Réunion du 12 janvier 2016 à 14h30
Débat sur le thème « les incidences du crédit d'impôt recherche sur la situation de l'emploi et de la recherche dans notre pays »

Photo de Dominique GillotDominique Gillot :

Monsieur le président, monsieur le secrétaire d'État, madame la rapporteur, mes chers collègues, je concentrerai mon intervention sur l’emploi scientifique.

En 2013, plus de 21 000 entreprises ont déclaré près de 20 milliards d’euros de dépenses en recherche et développement – soit une progression de 24 % depuis 2007 –, ce qui a entraîné l’inscription de 5, 5 milliards d’euros de crédit d’impôt recherche au projet de loi de finances pour 2016.

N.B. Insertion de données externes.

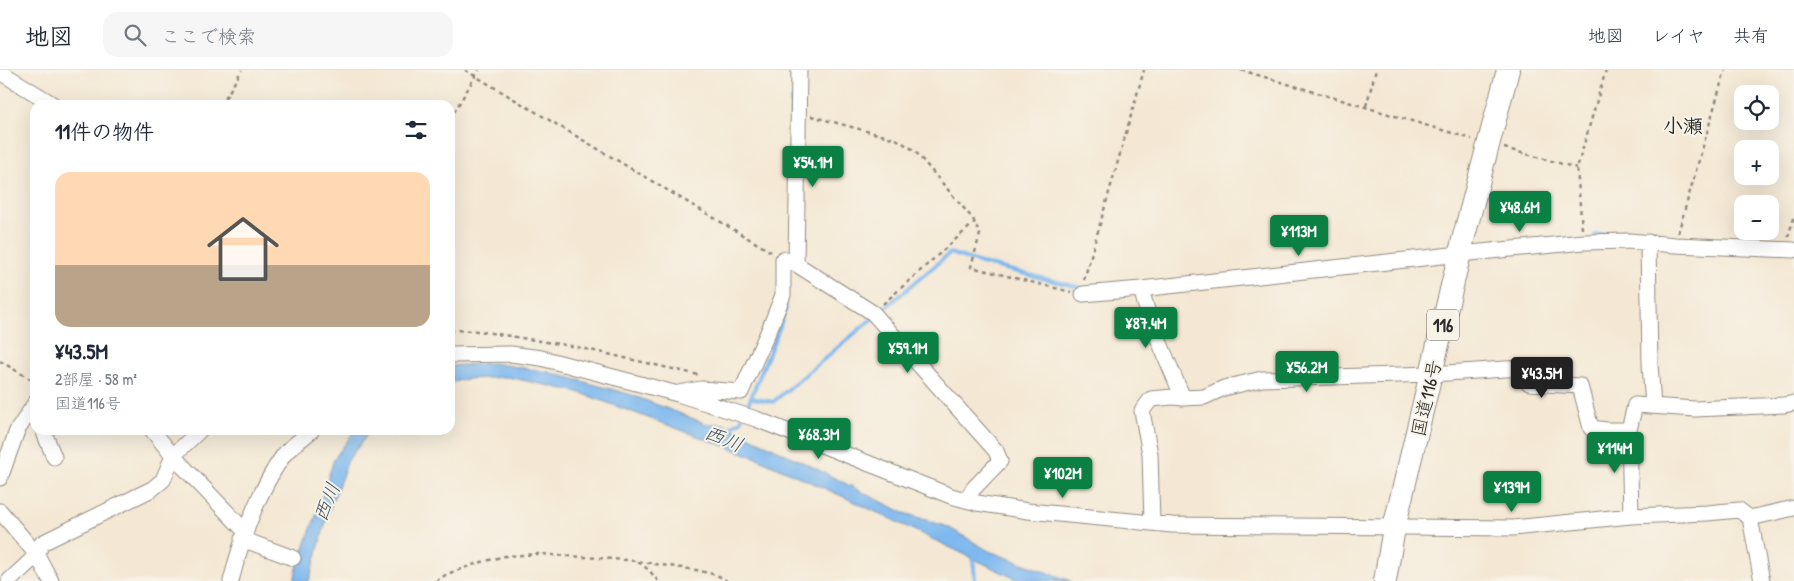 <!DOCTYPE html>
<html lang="ja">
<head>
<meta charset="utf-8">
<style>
  :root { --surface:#fff; --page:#f6f6f7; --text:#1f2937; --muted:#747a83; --line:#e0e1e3; --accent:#0b8043 }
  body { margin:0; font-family:"Patrick Hand","Klee One",sans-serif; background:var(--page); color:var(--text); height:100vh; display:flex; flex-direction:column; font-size:19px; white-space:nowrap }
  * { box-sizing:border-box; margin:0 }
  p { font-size:16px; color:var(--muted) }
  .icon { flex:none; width:28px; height:28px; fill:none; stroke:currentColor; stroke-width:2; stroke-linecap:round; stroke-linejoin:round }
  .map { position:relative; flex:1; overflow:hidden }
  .sheet { position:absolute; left:30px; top:30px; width:425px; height:335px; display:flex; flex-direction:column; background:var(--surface); border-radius:15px; box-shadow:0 5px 20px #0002 }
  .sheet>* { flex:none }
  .fabs { position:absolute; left:1734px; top:15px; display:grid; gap:10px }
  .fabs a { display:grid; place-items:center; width:45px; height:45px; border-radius:10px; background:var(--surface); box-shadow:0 5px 20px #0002; font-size:25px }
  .price { position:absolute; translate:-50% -42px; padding:0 11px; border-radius:5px; background:var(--accent); color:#fff; font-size:16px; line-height:32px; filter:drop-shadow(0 1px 2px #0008) }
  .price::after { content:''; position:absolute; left:50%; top:30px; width:15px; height:11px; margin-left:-8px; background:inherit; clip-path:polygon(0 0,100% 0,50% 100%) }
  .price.selected { background:#222; color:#fff }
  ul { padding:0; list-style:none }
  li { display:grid; align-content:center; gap:10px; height:265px; padding:0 25px }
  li+li { border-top:1px solid var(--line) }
  li span { display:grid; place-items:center; height:155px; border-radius:15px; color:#555 }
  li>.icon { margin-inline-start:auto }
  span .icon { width:90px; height:90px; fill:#fffc; stroke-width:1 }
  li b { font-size:21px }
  h2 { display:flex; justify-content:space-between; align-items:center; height:60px; padding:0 25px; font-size:21px }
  header { display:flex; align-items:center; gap:30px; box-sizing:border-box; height:70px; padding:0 25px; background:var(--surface); border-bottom:1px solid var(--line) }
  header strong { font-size:24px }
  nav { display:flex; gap:28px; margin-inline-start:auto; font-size:18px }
  .search { width:350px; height:45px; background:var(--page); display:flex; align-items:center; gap:12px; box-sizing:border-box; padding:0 18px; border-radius:15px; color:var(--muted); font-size:19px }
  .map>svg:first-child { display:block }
  .water { fill:#7db8ef; stroke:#54728d }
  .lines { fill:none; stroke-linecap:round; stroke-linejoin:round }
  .stream { stroke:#7db8ef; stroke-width:4 }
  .minor-casing { stroke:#908a80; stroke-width:17 }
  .highway-casing { stroke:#908a80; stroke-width:24 }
  .path { stroke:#908a80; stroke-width:2.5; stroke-dasharray:4 4; stroke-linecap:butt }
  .minor { stroke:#fff; stroke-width:15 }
  .highway { stroke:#fff; stroke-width:22 }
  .labels { text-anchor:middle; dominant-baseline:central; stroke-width:4; stroke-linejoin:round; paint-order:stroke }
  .shield { fill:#f7f3e8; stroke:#686764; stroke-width:1 }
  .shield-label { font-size:18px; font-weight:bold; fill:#2b2b2b }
  .street-label { font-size:19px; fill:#2b2b2b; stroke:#f7f3e8 }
  .neighbourhood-label { font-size:20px; font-weight:bold; fill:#2b2b2b; stroke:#f7f3e8 }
  .water-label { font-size:20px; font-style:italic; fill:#456; stroke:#f7f3e8 }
</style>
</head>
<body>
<header>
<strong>地図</strong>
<div class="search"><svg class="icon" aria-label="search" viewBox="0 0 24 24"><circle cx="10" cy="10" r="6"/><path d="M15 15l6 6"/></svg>ここで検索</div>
<nav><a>地図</a><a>レイヤ</a><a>共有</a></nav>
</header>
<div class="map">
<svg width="1794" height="511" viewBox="0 0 1794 511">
  <rect width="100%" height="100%" fill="#f7f3e8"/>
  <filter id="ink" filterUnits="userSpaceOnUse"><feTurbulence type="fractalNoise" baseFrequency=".02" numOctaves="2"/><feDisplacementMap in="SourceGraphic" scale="10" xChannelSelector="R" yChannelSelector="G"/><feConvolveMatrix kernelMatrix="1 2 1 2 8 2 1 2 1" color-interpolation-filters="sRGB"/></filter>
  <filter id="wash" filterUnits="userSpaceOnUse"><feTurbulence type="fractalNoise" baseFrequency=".0096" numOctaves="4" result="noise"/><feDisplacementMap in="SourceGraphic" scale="20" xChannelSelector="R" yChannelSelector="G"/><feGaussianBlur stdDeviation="1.12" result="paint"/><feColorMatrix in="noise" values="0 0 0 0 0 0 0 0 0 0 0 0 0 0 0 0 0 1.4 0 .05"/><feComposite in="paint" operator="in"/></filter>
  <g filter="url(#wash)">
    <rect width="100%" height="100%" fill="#f4e8d4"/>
    <path class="water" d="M493,293L548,302L629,324L707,354H723L813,397L904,443L948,457L989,481L1071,511H1020L855,432L757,388L578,322L508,307L465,309L450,313V296Z
      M355,360H371L348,390L329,441L309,511H294L298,494L318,440L334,389Z"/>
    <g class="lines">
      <path class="stream" d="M791,65V30
        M1595,165L1626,161L1657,166
        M879,243L950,183L981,193L1082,218
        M752,328L773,332L873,248
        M745,342L780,256L786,237
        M726,360L741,351L742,348
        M973,486L975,511"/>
    </g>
  </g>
  <g filter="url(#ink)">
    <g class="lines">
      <g class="minor-casing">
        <path id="minor" d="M0,2L54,35
          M1648,172L1650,294L1653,336
          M796,194L799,0
          M1141,219L1149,247L1183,328
          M1083,224L1141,219L1460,184L1584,172L1629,171L1676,175L1794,180
          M450,285L511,284L541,288L678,324L756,349L951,426L977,433L1028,441L1172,455L1513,458L1631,446L1707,443L1739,440L1750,448L1762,511
          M679,323L701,319L741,322L769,260L783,225V189L796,194L873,243L996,381L1000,391L973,419L967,430
          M43,360L54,387
          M152,360L173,386L245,461
          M0,408L17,361L35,333
          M0,441L37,485L51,511
          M1631,446L1629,360L1635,335L1695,339L1784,335L1794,333
          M1750,448L1794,438
          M1152,452L1150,384L1142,341L1151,329L1173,327L1183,328L1204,327L1224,318L1262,309L1432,304L1520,298L1529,313L1580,316L1591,358L1606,360H1629
          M242,469L293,488
          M9,511L37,485L42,473L152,419L163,410L173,386L200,360
          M231,511C242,467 257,423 283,386C290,376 303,369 312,360"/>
      </g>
      <g class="highway-casing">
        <path id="highway" d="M1385,511L1394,458L1434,291L1464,166L1508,0"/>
      </g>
      <path class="path" d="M465,0L773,183
        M1241,0L1472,69
        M221,35L242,0
        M1366,36L1376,0
        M811,46L896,69L914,80L973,149L980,164L971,197L1071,222
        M450,49L479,0
        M1504,78L1577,98
        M1582,159L1577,98L1606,0
        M1678,163L1725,0
        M1788,167L1794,147
        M1084,210L1144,0
        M883,234L975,152
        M450,260L479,261L577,277L699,305
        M0,291L35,312
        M638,492L649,500L658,511
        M436,511L447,504L478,493L505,486L538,484L628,490L696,500L717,505L727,511"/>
      <use href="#minor" class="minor"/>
      <use href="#highway" class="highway"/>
    </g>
  </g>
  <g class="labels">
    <rect class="shield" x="1427" y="239.5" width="32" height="31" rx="4"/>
    <g class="shield-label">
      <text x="1443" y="255">116</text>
    </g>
    <g class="street-label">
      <text transform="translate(1426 328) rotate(-77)">国道116号</text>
    </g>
    <g class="neighbourhood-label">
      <text x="1683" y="55">小瀬</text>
    </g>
    <g class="water-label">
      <text transform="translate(724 368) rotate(22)">西川</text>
      <text transform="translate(326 432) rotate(-68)">西川</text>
    </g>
  </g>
</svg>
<div class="fabs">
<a><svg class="icon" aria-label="locate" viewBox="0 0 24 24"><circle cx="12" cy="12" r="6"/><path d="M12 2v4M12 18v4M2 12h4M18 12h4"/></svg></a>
<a>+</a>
<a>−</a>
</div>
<b class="price" style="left:813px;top:118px">¥54.1M</b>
<b class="price" style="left:1520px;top:163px">¥48.6M</b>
<b class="price" style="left:1299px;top:187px">¥113M</b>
<b class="price" style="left:1146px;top:279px">¥87.4M</b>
<b class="price" style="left:908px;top:304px">¥59.1M</b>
<b class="price" style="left:1307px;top:323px">¥56.2M</b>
<b class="price selected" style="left:1542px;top:329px">¥43.5M</b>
<b class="price" style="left:819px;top:390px">¥68.3M</b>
<b class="price" style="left:1615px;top:404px">¥114M</b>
<b class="price" style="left:1063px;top:429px">¥102M</b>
<b class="price" style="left:1512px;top:443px">¥139M</b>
<section class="sheet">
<h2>11件の物件<svg class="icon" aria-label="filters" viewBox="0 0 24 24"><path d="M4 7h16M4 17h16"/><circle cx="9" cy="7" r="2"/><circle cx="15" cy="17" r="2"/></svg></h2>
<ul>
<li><span style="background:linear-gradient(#ffd9b3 60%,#b9a48a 0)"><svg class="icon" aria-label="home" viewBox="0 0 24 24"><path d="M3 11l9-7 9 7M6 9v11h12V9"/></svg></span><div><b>¥43.5M</b><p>2部屋 · 58 m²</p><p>国道116号</p></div></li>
</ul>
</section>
</div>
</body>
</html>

La dépense publique se stabilise, mais l’effet de levier est en constante augmentation : pour 1 euro de CIR supplémentaire, il est passé de 1, 15 euro en 2011 à 1, 50 euro en 2012 pour atteindre 1, 63 euro en 2013. Quant à l’intensité de la recherche et développement des entreprises, elle a atteint 1, 46 % en 2014.

Un des freins à l’innovation souvent évoqué en France serait un trop faible recours des entreprises à la recherche publique et un taux d’intégration de docteurs trop bas dans leurs effectifs. La vocation du CIR est bien de favoriser la coopération entre recherche publique et recherche privée.

L’embauche de docteurs dans les entreprises, en évolution, tient aussi à la valorisation du diplôme : formation à la recherche et formation par la recherche, et contrats doctoraux équivalant à une première expérience professionnelle.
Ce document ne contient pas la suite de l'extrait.